Ncorresponds to number of iterationstcorresponds to time - basically how long we want to go back in timepcorresponds to the free atomic interval.
# Running PSMC to get initial idea about how the parameters is panning out.
$ ~softs/psmc/psmc -N25 -t9 -r5 -p "26*2+4+7+1" -o JO_diploid.psmc JO_diploid.psmcfa
Note
So when you finish running the above, you need to inspect the parameters (you can just use less to
open). In our case the number of recombinations is higher than recommended 10 as this is already
optimised parameter.
If it is not above 10, go back to your PSMC script and change -t and -p. One way to tackle
this is to keep the -p constant and change -t and check - but this may result in the PSMC
result not going back in time you desired. But eventually you will have to play with -p.
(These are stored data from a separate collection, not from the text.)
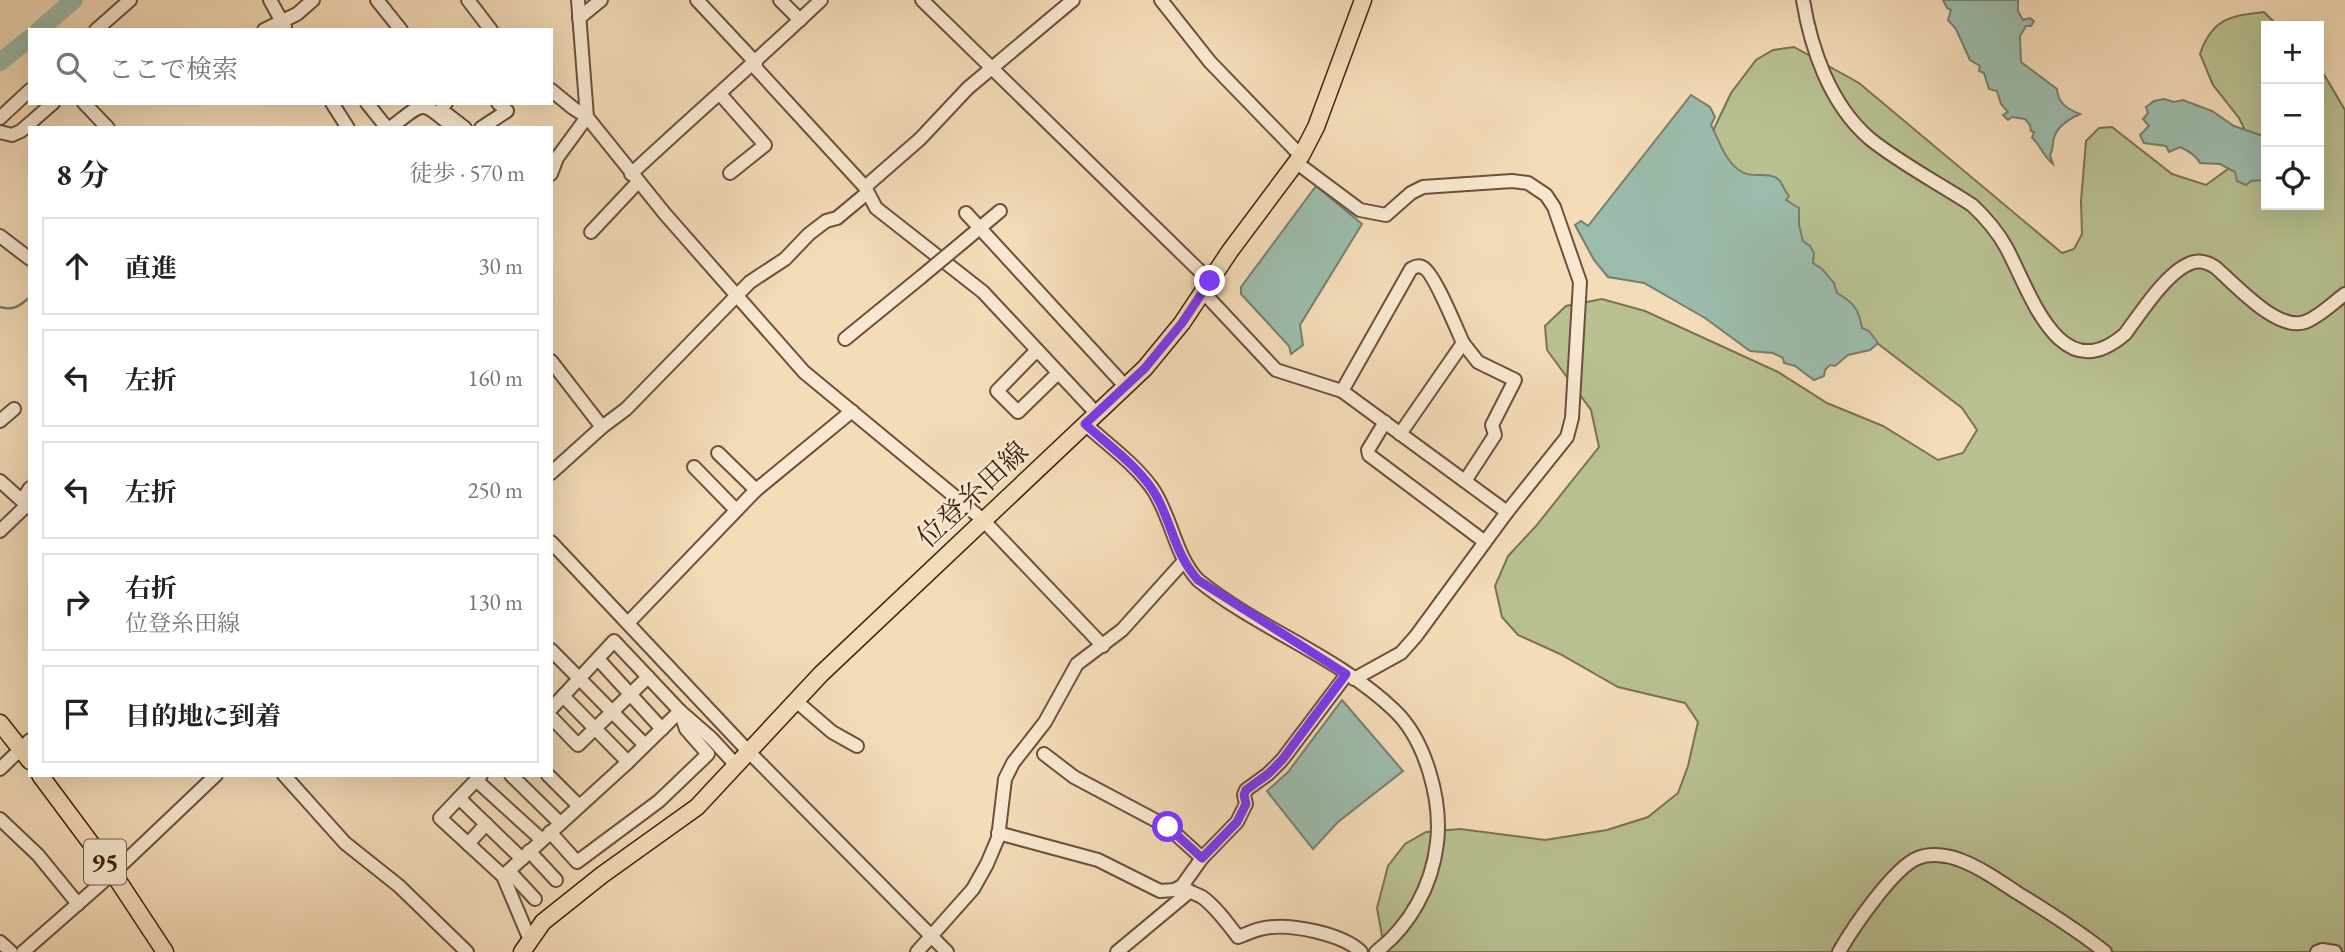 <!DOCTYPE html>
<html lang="ja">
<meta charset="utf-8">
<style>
body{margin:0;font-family:"EB Garamond","Noto Serif JP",serif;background:#f2f2f2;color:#222}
.controls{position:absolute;right:21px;top:21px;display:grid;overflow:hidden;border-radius:0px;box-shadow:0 7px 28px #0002}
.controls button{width:63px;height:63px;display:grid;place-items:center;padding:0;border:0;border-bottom:2px solid #e0e0e0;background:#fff;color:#222;font:35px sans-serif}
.stop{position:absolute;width:21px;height:21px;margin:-16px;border:5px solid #7c3aed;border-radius:50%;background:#fff}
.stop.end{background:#7c3aed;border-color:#fff;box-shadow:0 2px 7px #0008}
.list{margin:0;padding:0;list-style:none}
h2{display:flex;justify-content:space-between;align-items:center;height:91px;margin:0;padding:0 28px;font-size:30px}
h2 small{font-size:23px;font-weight:400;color:#767676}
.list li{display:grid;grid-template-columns:46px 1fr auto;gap:21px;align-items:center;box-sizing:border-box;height:98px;margin:0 14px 14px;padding:0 14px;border:2px solid #e0e0e0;border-radius:0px}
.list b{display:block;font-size:26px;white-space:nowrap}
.list p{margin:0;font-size:23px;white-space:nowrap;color:#767676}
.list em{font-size:23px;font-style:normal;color:#767676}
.icon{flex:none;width:38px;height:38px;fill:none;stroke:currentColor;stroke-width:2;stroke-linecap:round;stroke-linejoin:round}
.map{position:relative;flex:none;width:2345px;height:952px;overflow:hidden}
.search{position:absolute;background:#fff;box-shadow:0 7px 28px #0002;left:28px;top:28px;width:525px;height:77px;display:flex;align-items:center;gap:18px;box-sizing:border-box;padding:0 24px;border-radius:0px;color:#767676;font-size:26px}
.panel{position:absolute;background:#fff;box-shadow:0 7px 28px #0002;left:28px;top:126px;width:525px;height:651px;border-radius:0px}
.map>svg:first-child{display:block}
</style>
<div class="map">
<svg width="2345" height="952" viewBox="0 0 2345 952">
<rect width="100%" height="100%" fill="#f4dcb8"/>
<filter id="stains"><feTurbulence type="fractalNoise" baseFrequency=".00286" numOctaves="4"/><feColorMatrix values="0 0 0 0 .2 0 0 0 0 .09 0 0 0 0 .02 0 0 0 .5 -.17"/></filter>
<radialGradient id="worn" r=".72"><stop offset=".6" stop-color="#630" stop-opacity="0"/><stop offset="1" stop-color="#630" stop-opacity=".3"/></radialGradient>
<!-- green -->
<path fill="#b9c191" stroke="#7d7250" stroke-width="2" d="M 2264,12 L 2278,26 L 2266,26 L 2266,205 L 2319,205 L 2319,66 L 2345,110 L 2345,952 L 1385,952 L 1377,908 L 1388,866 L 1405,844 L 1426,832 L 1460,829 L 1545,840 L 1607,830 L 1648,817 L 1678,793 L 1688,766 L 1698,722 L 1685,703 L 1618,687 L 1560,654 L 1518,635 L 1502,617 L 1495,586 L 1508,556 L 1536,526 L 1599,447 L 1591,410 L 1547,350 L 1545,326 L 1566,306 L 1602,299 L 1645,311 L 1778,372 L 1827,403 L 1883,426 L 1938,460 L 1963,453 L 1977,430 L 1962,408 L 1826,304 L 1711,135 L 1731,93 L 1756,60 L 1773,50 L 1794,47 L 1859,83 L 2062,253 L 2074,249 L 2082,234 L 2081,201 L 2086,141 L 2099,128 L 2112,127 L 2172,174 L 2206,185 L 2236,163 L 2251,142 L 2239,118 L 2213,85 L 2200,54 C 2212,19 2229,16 2264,12 Z"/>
<!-- water -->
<g fill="#9cbcac" stroke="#787e6e" stroke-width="2">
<path d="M 1943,0 L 2018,0 L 2018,11 L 2023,20 L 2030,18 L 2034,21 L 2031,26 L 2026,26 L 2020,36 L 2021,62 L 2057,89 C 2058,103 2067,109 2080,114 C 2069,119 2057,126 2054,138 C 2052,145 2054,148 2050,155 L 2053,164 C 2042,155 2040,144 2032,138 L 2034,132 L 2031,131 L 2030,125 L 2025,119 L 2012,117 L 2008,120 L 2003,115 L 2008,112 L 2001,104 L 1997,91 L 1989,89 L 1984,73 L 1979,71 L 1980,66 L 1970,60 L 1956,29 L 1948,20 L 1951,10 L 1947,8 Z"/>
<path d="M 1691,95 L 1710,107 L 1715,117 L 1711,125 C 1719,141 1726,163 1742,172 C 1753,179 1771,170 1780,181 C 1783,186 1785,191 1789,196 L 1786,200 L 1799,208 L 1799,225 L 1803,241 L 1810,246 L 1814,253 L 1813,263 L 1822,269 L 1834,283 L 1837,293 C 1853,302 1859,309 1862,328 L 1869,331 L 1878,343 L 1870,350 L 1848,355 L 1835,366 L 1830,365 L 1825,370 L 1824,376 L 1814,380 L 1795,366 L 1784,363 L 1783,358 L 1773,353 L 1750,351 L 1705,318 L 1644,283 L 1608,277 L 1594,260 L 1575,225 L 1581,221 L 1588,226 Z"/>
<path d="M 2164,99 L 2174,102 L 2183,100 L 2212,111 L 2234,126 L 2266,137 L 2266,174 L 2263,180 L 2251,181 L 2246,185 L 2237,181 L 2235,172 L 2220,164 L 2200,163 C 2196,155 2189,151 2180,147 L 2169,152 L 2166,146 L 2144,143 L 2140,135 L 2149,126 L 2143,119 L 2148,113 L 2146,107 L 2154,101 Z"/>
<path d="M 1316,186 L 1362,224 L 1300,325 L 1303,345 L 1291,354 L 1289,346 L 1241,294 L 1241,287 Z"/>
<path d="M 1342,700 L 1403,771 L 1338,822 L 1313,849 L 1267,791 L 1288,772 Z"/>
</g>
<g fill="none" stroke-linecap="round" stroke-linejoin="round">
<!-- stream -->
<path stroke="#787e6e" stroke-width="2.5" d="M 0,307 C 14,311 19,306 30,297"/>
<!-- river -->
<g stroke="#9cbcac" stroke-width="18">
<path d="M 39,30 L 74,0"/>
<path d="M 0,62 L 30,38"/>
</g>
<defs>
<g id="minor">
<path d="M 270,0 L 285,27"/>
<path d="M 377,0 L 401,30"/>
<path d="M 468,0 L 491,30"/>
<path d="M 697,0 L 756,63"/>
<path d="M 780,0 L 800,20"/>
<path d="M 922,0 L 1210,281"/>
<path d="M 1161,0 L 1210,62 L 1301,156"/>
<path d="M 1803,0 C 1811,49 1830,104 1869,138 C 1898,162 1940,184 1972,205 C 1986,218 1997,231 2006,247 C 2030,291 2059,391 2125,334 C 2141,313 2168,269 2194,262 C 2202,260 2209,263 2215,267 C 2235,284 2277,332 2305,322 C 2319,317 2333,303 2345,294"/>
<path d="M 579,18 L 601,0"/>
<path d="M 96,30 L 130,0"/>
<path d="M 264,30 L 297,14 L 313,0"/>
<path d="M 753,65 L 865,187 L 876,208 L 983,292 L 1096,413"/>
<path d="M 551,90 L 573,108 L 587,117 L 665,214 L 804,372 L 982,519 L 1103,646"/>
<path d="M 720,94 L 765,145 L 730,173"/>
<path d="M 84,103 L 108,128"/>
<path d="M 332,103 L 348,128"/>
<path d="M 367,103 L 387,128"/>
<path d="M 446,103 L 443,105 L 443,111 L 465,128"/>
<path d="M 0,118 L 30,90"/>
<path d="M 390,128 C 426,101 419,99 454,128"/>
<path d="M 481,128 L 507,111 L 498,103"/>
<path d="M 0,132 L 12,135 L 21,131 L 53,103"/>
<path d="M 1297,163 L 1360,210 L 1386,215 L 1411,193 L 1423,187 L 1512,181 L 1528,183 L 1546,195 L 1554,207 L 1580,282 L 1572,418 L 1567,437 L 1507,512"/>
<path d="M 551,174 L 557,158 L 587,117 L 578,0"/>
<path d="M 631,174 C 694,115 759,59 821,0"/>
<path d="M 865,187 L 920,139 L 968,88 L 1073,0"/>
<path d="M 966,213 L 1125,386"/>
<path d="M 591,232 L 638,182"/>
<path d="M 0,236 L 30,259"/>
<path d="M 963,242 L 1000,211"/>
<path d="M 1203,292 L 1276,370 L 1342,391 L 1507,512 L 1416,636 L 1401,653 L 1354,679"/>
<path d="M 845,339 L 921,277"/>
<path d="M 1463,343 L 1478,362 L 1515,380 L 1492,425 L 1495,435 L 1465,481"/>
<path d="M 1037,350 L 997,391 L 1018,412 L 1058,373"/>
<path d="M 551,361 L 602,427"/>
<path d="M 1342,391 L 1411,269 C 1415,267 1417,265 1422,267 C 1433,270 1457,330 1463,343 L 1400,434"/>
<path d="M 0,421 L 14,409"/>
<path d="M 1385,422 L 1368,450 L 1369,455 L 1485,542"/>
<path d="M 1085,424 C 1107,444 1134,463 1152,488 C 1172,517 1174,554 1198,580 C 1257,628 1339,657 1394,710 C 1426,740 1442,801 1437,843 C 1432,886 1410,926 1376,952"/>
<path d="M 718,453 L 756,490 L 852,411"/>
<path d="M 694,467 L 736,510"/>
<path d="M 551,473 L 602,427 L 626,409 L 750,282 L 785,259 L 809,234 L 826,221 L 837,218 L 867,193"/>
<path d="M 0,481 L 30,508"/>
<path d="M 22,500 L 30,488"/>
<path d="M 0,531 L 27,505"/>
<path d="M 551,542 L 748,751 L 947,952"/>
<path d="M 628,623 L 756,490"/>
<path d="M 551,650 L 645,745"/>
<path d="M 598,659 L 662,729"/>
<path d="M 1347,674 L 1282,760 L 1268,774 L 1246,790 L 1244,795 L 1246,804 L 1237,822 L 1202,858 L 1182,886 C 1188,892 1195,893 1202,897 C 1216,907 1228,924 1238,937 C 1247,934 1256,929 1265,928 C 1290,923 1343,934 1361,952"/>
<path d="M 563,696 L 628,762"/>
<path d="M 796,701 L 832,732 L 857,746"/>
<path d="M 551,717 L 578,745 L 648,677"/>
<path d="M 1044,754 L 1074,777 L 1168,827 L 1202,858"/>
<path d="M 0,769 L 30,740"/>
<path d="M 284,775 L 345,843 L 399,886 L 467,952"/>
<path d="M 481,775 L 440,818 L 503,876"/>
<path d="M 511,775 L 560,823"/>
<path d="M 548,775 L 579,806"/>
<path d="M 476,780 L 542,840"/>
<path d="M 459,798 L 522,859"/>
<path d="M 0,819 L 38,855 L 78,904"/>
<path d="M 550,832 L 577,862 L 659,801 L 708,754 L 686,729 L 680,711 L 614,641 L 551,709"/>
<path d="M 998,833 L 1098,860 L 1160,891 L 1174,890 L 1182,886"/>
<path d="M 468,844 L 486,824"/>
<path d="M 529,851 L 556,880"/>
<path d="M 509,871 L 535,899"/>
<path d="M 530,940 L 503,876 L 628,762 L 680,711 L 711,738 L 736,765"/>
<path d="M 0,942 L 11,952"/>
<path d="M 23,952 L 113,873 L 216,775"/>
<path d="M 917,952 L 973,889 L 987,864 L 998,838 L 1005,779 L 1013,763 L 1045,722 L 1077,664 L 1122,630 L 1184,561"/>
<path d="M 1117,952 L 1189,892"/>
<path d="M 1839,952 C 1852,929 1894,867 1918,858 C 1930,853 1948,855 1960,860 C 1979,867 1998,880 2016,892 C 2047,911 2077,930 2105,952"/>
<path d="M 2317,952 L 2322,950 L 2335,952"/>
</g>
<g id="major">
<path d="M 0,723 L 30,761"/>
<path d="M 40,775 L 113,873 L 165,952"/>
<path d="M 522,952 L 543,922 L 602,875 L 697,807 L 821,674 L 1145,368 L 1182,323 L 1230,251 L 1301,156 L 1316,127 L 1363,0"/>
</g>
</defs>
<!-- minor casing -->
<use href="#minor" stroke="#6e503a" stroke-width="16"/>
<!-- major casing -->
<use href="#major" stroke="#412210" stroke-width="19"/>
<!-- minor -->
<use href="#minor" stroke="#f8e8d1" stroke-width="12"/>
<!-- major -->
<use href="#major" stroke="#f4dcb8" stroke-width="16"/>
<defs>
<path id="minor-bridge" d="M 921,277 L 963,242"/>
</defs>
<!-- minor-bridge casing -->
<use href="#minor-bridge" stroke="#6e503a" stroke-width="16" stroke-linecap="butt"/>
<!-- minor-bridge -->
<use href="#minor-bridge" stroke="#f8e8d1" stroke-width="12"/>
</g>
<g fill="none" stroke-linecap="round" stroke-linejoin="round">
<!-- route -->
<path stroke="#7c3aed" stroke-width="9" d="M 1168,827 L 1202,858 L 1237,822 L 1246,804 L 1244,795 L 1246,790 L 1268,774 L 1282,760 L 1346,674 L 1198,580 C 1176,556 1172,525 1157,497 C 1141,468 1109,446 1085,424 L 1145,368 L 1182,323 L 1210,281"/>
</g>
<g text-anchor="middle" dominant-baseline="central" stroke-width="5" stroke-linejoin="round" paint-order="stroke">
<!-- shield labels -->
<rect fill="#f8e8d1" stroke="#785d4a" stroke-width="2" x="84" y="839.5" width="42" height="45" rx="5"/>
<g font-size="26" font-weight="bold" fill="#412210">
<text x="105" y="862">95</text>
</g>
<!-- street labels -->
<g font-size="28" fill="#412210" stroke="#f8e8d1">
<text transform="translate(972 494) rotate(-43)">位登糸田線</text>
</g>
</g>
<rect width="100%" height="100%" filter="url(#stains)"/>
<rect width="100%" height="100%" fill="url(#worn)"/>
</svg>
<div class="controls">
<button>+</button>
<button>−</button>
<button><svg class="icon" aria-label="locate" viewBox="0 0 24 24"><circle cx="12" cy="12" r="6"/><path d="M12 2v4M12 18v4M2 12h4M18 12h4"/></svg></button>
</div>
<div class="stop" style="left:1168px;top:827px"></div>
<div class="stop end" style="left:1210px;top:281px"></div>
<div class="search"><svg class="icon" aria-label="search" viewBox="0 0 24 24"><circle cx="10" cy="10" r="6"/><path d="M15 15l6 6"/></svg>ここで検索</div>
<section class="panel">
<h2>8 分<small>徒歩 · 570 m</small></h2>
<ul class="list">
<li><svg class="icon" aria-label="ahead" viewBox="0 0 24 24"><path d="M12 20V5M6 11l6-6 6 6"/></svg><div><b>直進</b></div><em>30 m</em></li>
<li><svg class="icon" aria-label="left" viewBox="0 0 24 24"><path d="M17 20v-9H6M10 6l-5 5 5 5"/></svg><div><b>左折</b></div><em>160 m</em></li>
<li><svg class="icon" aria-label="left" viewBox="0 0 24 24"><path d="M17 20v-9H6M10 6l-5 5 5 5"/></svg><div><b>左折</b></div><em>250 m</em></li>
<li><svg class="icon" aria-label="right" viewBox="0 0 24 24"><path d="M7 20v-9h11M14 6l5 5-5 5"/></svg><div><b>右折</b><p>位登糸田線</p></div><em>130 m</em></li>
<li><svg class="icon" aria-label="arrive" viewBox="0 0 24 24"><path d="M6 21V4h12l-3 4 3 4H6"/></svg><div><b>目的地に到着</b></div></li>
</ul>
</section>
</div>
….I will try and see if I can put up my previous combinations and trials somewhere so that you people can get idea….
# Lets get something called PSMC History
$ ~/softs/psmc/utils/psmc2history.pl JO_diploid.psmc | ~softs/psmc/utils/history2ms.pl > ms-cmd-1.sh
B) Bootstrapping PSMC
Now to keep things clean let’s make a new directory named boots and run all the bootstrapping files and outputs.
$ mkdir boots
$ cd boots
Your overall directory structure should look like this now
├── PSMC
│ └── boots
├── SRR12705961
│ └── fastqc_reports
└── mapping
$ ~/softs/psmc/utils/splitfa ../JO_diploid.psmcfa > JO_diploid_split.psmcfa
$ ~/softs/psmc/psmc -N25 -t9 -r5 -p "26*2+4+7+1" -o JO_diploid.psmc ../JO_diploid.psmcfa
Attention
Next step - where its actually bootstrapping- code is slightly different for Mac and Linux, So accordingly choose the code chunk.
Note
Sadly, I haven’t figured out how to run these parallelly, so it will run on single core. It took about ~25 minutes for each iterations, so it may run upto 40h-42h.
# For Mac
$ seq 100 | xargs -I{} -n 1 -P 8 echo ~/softs/psmc/psmc -N25 -t9 -r5 -b -p "26*2+4+7+1" -o JO_diploid_round-{}.psmc JO_diploid_split.psmcfa | sh
# For Linux/WSL
$ seq 100 | xargs -i -n 1 -P 8 echo ~/softs/psmc/psmc -N25 -t9 -r5 -b -p "26*2+4+7+1" -o JO_diploid_round-{}.psmc JO_diploid_split.psmcfa | sh
$ cat ../JO_diploid.psmc JO_diploid_round-*.psmc > JO_diploid_combined.psmc
C) Final text output
Now we need to transform these results in a way which is easy to interpret. So, for that we need generation time, mutation rate. First we will generate the R compatible outputs without scaling Θ the data.
$ ~/softs/psmc/utils/psmc_plot.pl -S -R -u 4e-09 -g 2 JO_diploid_no_scaling ./JO_diploid.psmc
Let’s now scale this to years.
Note
During the bootstrapping step we combined the outputs. This combined file contains data for 100 iterations of bootstapping and original PSMC
results. So we can scale just that one file.
$ mkdir final_text_output; cd final_text_output
$ ~/softs/psmc/utils/psmc_plot.pl -R -u 4e-09 -g 2 -pY50000 JO_diploid ../JO_diploid_combined.psmc
Attention
Non-scaled plot helps us to gauge the results - ideally the trajectory of your PSMC curve should not change/alter from non-sclaed to scaled.